Your instructions
Would you return each entry exactly as written, omitting any pictures?

Provided material
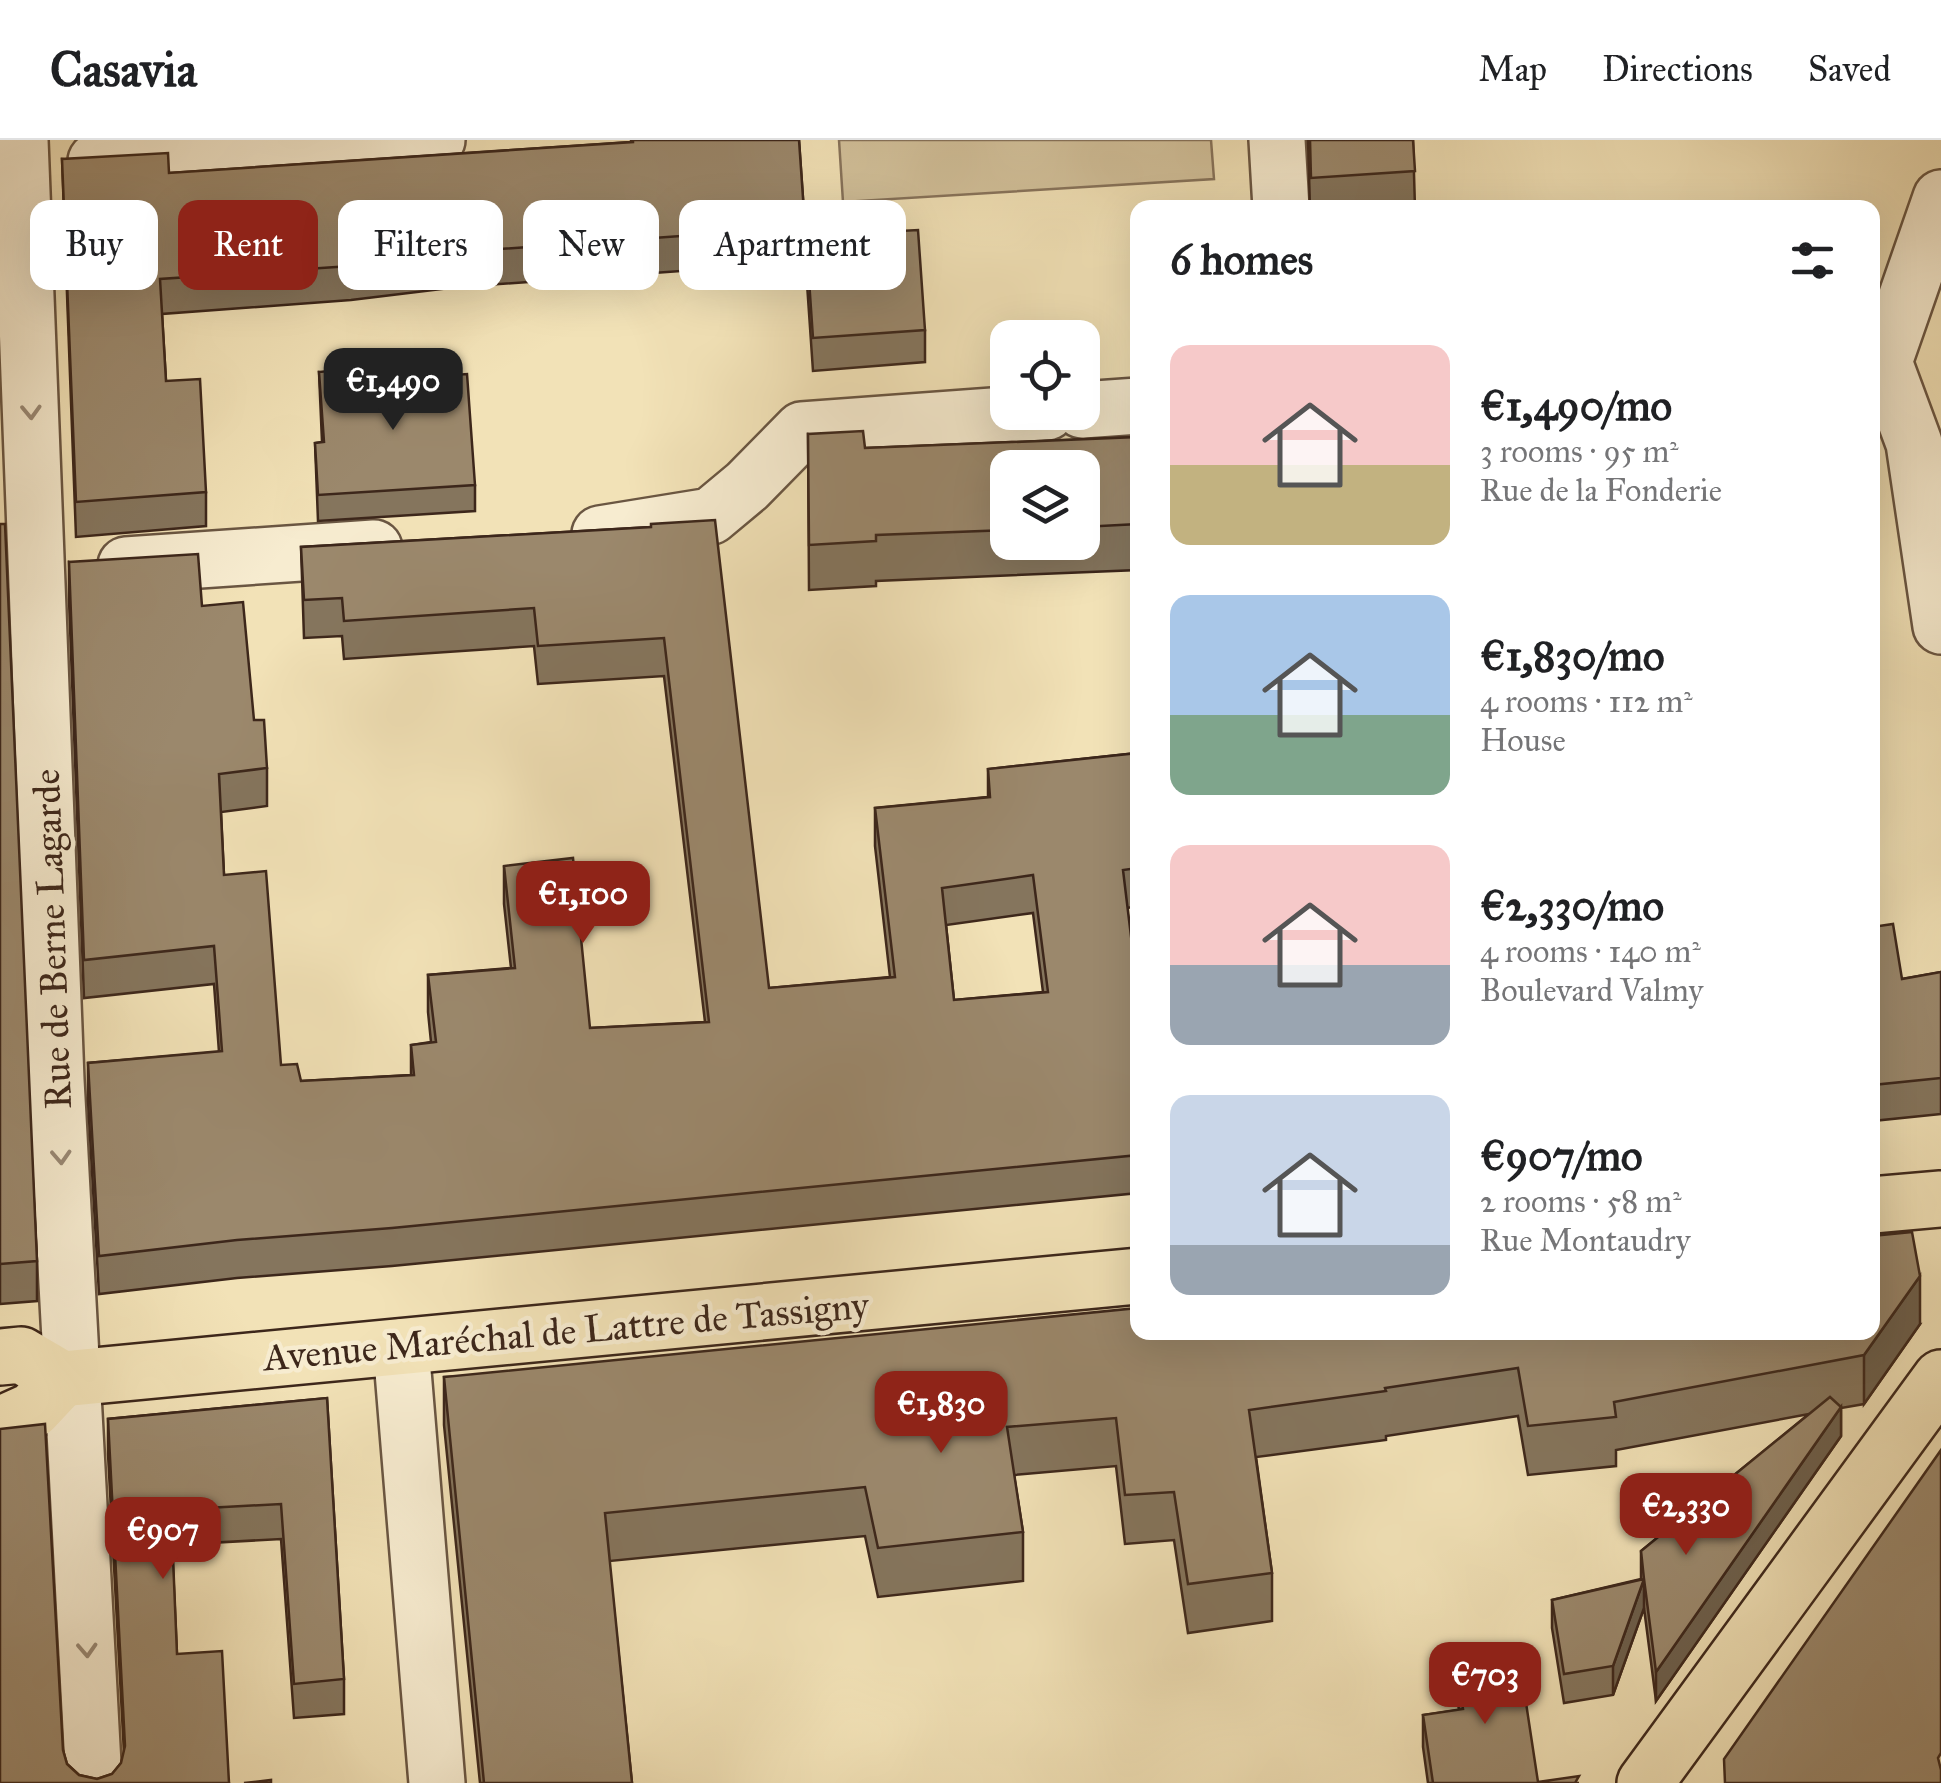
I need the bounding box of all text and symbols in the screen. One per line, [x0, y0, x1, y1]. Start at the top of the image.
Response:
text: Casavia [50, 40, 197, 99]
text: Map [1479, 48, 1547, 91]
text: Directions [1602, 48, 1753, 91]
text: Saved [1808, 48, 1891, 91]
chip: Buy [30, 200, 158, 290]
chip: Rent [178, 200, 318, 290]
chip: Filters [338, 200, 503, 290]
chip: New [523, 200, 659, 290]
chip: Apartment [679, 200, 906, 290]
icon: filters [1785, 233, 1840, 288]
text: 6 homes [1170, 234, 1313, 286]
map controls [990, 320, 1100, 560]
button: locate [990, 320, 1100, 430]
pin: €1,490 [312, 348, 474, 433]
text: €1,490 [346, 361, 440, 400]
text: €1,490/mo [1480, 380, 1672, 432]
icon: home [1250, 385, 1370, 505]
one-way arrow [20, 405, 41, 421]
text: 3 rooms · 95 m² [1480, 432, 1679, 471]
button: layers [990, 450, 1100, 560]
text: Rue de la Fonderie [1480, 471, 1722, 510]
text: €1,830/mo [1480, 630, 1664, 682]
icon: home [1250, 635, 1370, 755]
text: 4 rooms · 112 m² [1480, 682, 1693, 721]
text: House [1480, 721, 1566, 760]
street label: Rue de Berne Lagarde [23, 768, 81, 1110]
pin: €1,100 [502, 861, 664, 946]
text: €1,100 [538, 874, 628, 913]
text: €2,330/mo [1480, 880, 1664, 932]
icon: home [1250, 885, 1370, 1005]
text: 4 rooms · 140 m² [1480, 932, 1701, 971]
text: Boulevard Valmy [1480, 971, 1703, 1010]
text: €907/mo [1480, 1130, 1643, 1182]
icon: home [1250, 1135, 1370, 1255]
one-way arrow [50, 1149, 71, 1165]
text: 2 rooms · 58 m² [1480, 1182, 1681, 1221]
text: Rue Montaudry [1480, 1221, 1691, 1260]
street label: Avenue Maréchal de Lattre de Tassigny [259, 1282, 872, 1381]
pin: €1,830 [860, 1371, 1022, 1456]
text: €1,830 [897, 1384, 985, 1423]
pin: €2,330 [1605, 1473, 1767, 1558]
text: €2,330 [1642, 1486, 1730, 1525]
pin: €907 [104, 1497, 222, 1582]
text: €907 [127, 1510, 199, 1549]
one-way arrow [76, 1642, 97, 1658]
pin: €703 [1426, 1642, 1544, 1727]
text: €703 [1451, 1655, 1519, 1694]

Output
I need the bounding box of all text and symbols in the screen. One per line, [x0, y0, x1, y1]. Start at the top of the image.
Response:
text: Casavia [50, 40, 197, 99]
text: Map [1479, 48, 1547, 91]
text: Directions [1602, 48, 1753, 91]
text: Saved [1808, 48, 1891, 91]
chip: Buy [30, 200, 158, 290]
chip: Rent [178, 200, 318, 290]
chip: Filters [338, 200, 503, 290]
chip: New [523, 200, 659, 290]
chip: Apartment [679, 200, 906, 290]
icon: filters [1785, 233, 1840, 288]
text: 6 homes [1170, 234, 1313, 286]
map controls [990, 320, 1100, 560]
button: locate [990, 320, 1100, 430]
pin: €1,490 [312, 348, 474, 433]
text: €1,490 [346, 361, 440, 400]
text: €1,490/mo [1480, 380, 1672, 432]
icon: home [1250, 385, 1370, 505]
one-way arrow [20, 405, 41, 421]
text: 3 rooms · 95 m² [1480, 432, 1679, 471]
button: layers [990, 450, 1100, 560]
text: Rue de la Fonderie [1480, 471, 1722, 510]
text: €1,830/mo [1480, 630, 1664, 682]
icon: home [1250, 635, 1370, 755]
text: 4 rooms · 112 m² [1480, 682, 1693, 721]
text: House [1480, 721, 1566, 760]
street label: Rue de Berne Lagarde [23, 768, 81, 1110]
pin: €1,100 [502, 861, 664, 946]
text: €1,100 [538, 874, 628, 913]
text: €2,330/mo [1480, 880, 1664, 932]
icon: home [1250, 885, 1370, 1005]
text: 4 rooms · 140 m² [1480, 932, 1701, 971]
text: Boulevard Valmy [1480, 971, 1703, 1010]
text: €907/mo [1480, 1130, 1643, 1182]
icon: home [1250, 1135, 1370, 1255]
one-way arrow [50, 1149, 71, 1165]
text: 2 rooms · 58 m² [1480, 1182, 1681, 1221]
text: Rue Montaudry [1480, 1221, 1691, 1260]
street label: Avenue Maréchal de Lattre de Tassigny [259, 1282, 872, 1381]
pin: €1,830 [860, 1371, 1022, 1456]
text: €1,830 [897, 1384, 985, 1423]
pin: €2,330 [1605, 1473, 1767, 1558]
text: €2,330 [1642, 1486, 1730, 1525]
pin: €907 [104, 1497, 222, 1582]
text: €907 [127, 1510, 199, 1549]
one-way arrow [76, 1642, 97, 1658]
pin: €703 [1426, 1642, 1544, 1727]
text: €703 [1451, 1655, 1519, 1694]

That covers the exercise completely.